Les illusions colportées sur nos écrans - y compris le personnage fictif créé autour de Trump dans l'émission The Apprentice - ont supplanté la réalité. La politique est burlesque, comme l'a illustré l'insipide campagne de Kamala Harris, truffée de célébrités. C'est de la poudre aux yeux créée par une armée d'agents, de publicistes, de services de marketing, de promoteurs, de scénaristes, de producteurs de télévision et de cinéma, de techniciens vidéo, de photographes, de gardes du corps, de conseillers en garde-robe, de préparateurs physiques, de sondeurs, d'annonceurs publics et de nouvelles personnalités de la télévision. Nous vivons dans une culture saturée de mensonges.
“Le culte du moi domine notre paysage culturel”, ai-je écrit dans “Empire of Illusion”
Ce culte présente les traits classiques de la psychopathie : charme subjectif, grandeur d'âme et suffisance, nécessité de stimulation constante, penchant pour le mensonge, la tromperie et la manipulation, incapacité à éprouver du remords ou de la culpabilité. C'est, bien sûr, l'éthique promue par les entreprises. C'est l'éthique du capitalisme sauvage. C'est la croyance erronée selon laquelle le style et la promotion personnels, pris pour de l'individualisme, sont synonymes d'égalité démocratique. En fait, le modèle personnel, défini par les marchandises que nous achetons ou consommons, est devenu la compensation de notre perte d'égalité démocratique. Nous avons le droit, dans le culte du moi, d'obtenir tout ce que nous désirons. Nous pouvons tout faire, même rabaisser et détruire ceux qui nous entourent, y compris nos amis, pour gagner de l'argent, être heureux et devenir célèbre. Une fois que la célébrité et la richesse sont acquises, elles constituent leur propre justification, leur propre moralité. La façon dont on y arrive n'a aucune importance. Une fois le but atteint, ces questions ne se posent plus.
Mon livre “Empire of Illusion” commence au Madison Square Garden lors d'une tournée de la World Wrestling Entertainment. J'avais bien cru comprendre que le catch professionnel était le modèle de notre vie sociale et politique, mais je ne savais pas qu'il donnerait naissance à un président.

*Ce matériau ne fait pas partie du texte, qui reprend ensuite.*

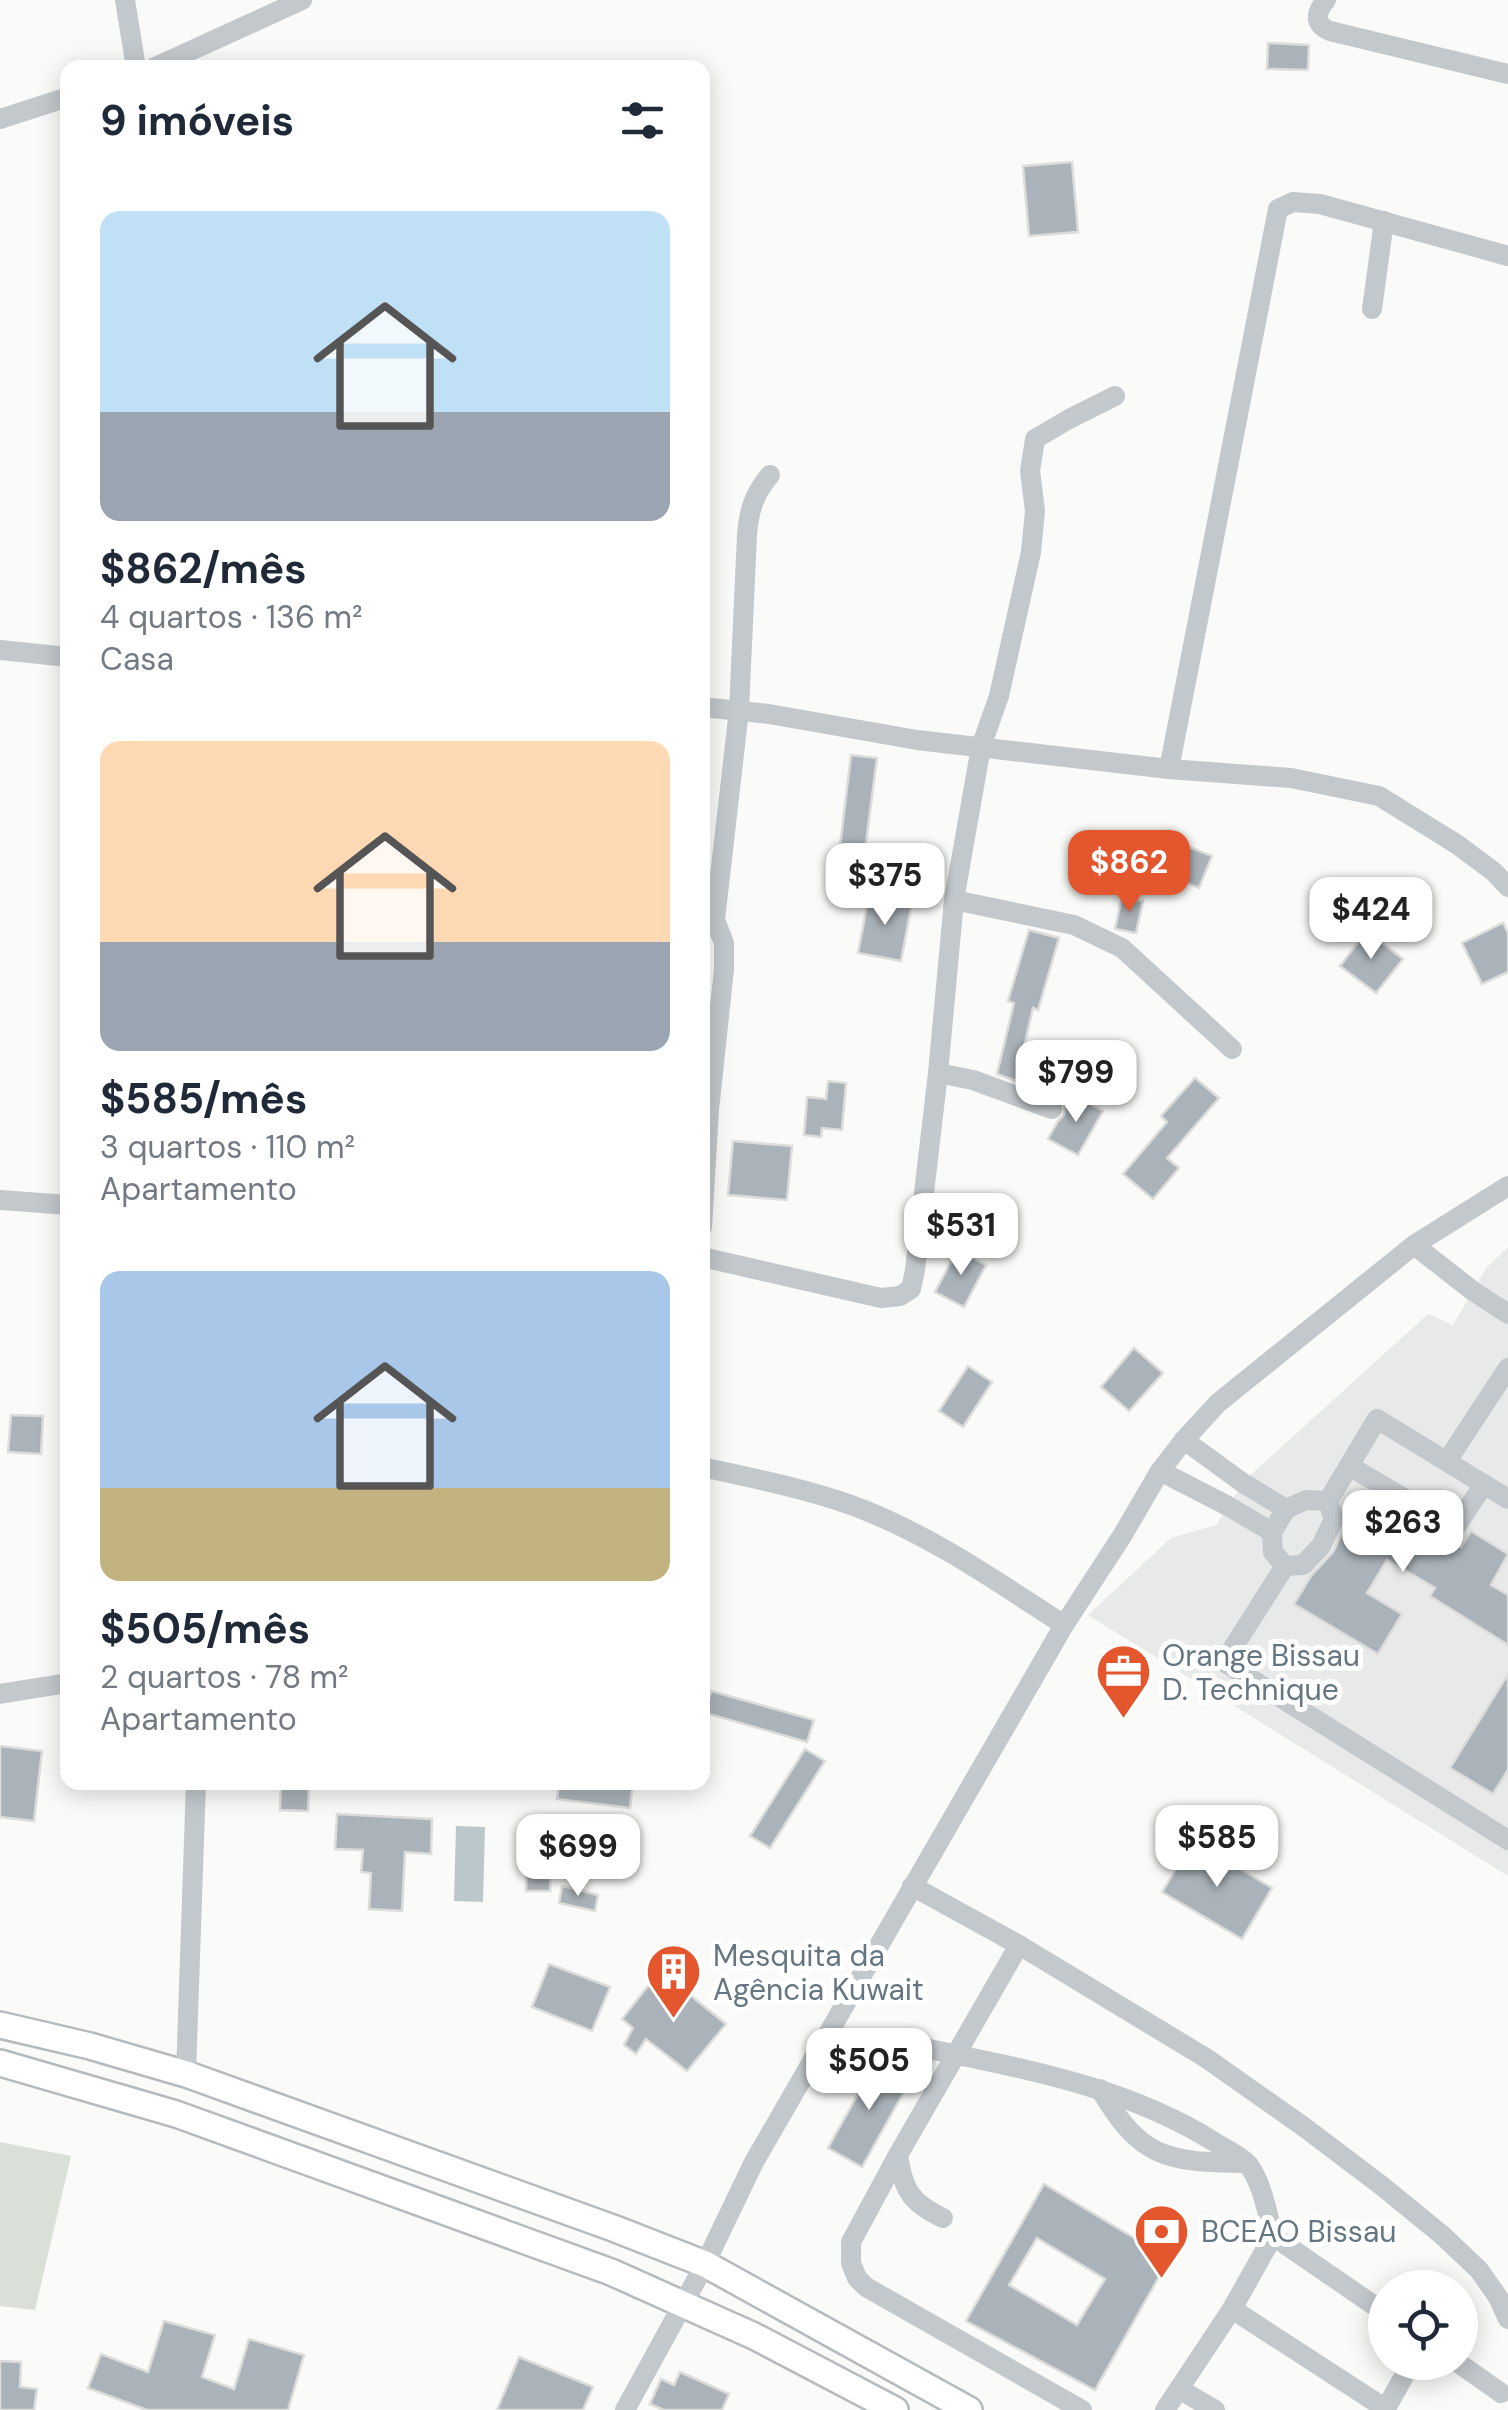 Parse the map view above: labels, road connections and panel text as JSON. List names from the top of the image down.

“Les combats sont des rituels stylisés”, ai-je écrit, dans ce qui aurait pu être la description d'un meeting de Trump :
“Ils expriment publiquement la colère et un fervent désir de vengeance. Plus que les joutes elles-mêmes, ce sont les sagas détaillées derrière chaque joute qui poussent les foules à la frénésie. Ces combats ritualisés offrent à ceux qui sont entassés dans les arènes un exutoire temporaire et enivrant de leur vie mondaine. Le fardeau des véritables problèmes est transformé en pâture pour une pantomime pleine de fougue”.
La situation ne va pas s'améliorer. Les moyens de faire taire toute dissidence ont été solidement consolidés. Notre démocratie s'est délitée il y a des années. Nous sommes en proie à ce que Søren Kierkegaard appelait la “maladie à la mort” - l'engourdissement de l'âme sous l'effet du désespoir, qui mène à l'avilissement moral et physique. Tout ce que Trump doit faire pour établir un État policier sans nuance, c'est d'appuyer sur un interrupteur. Et il le fera.
“Plus la réalité empire, moins la population assiégée veut en entendre parler”, écrivais-je à la fin de “Empire of Illusion”, “et plus elle se distrait avec de sordides pseudo-événements de ruptures de célébrités, de ragots et de futilités. Ce sont les réjouissances débauchées d'une civilisation mourante”.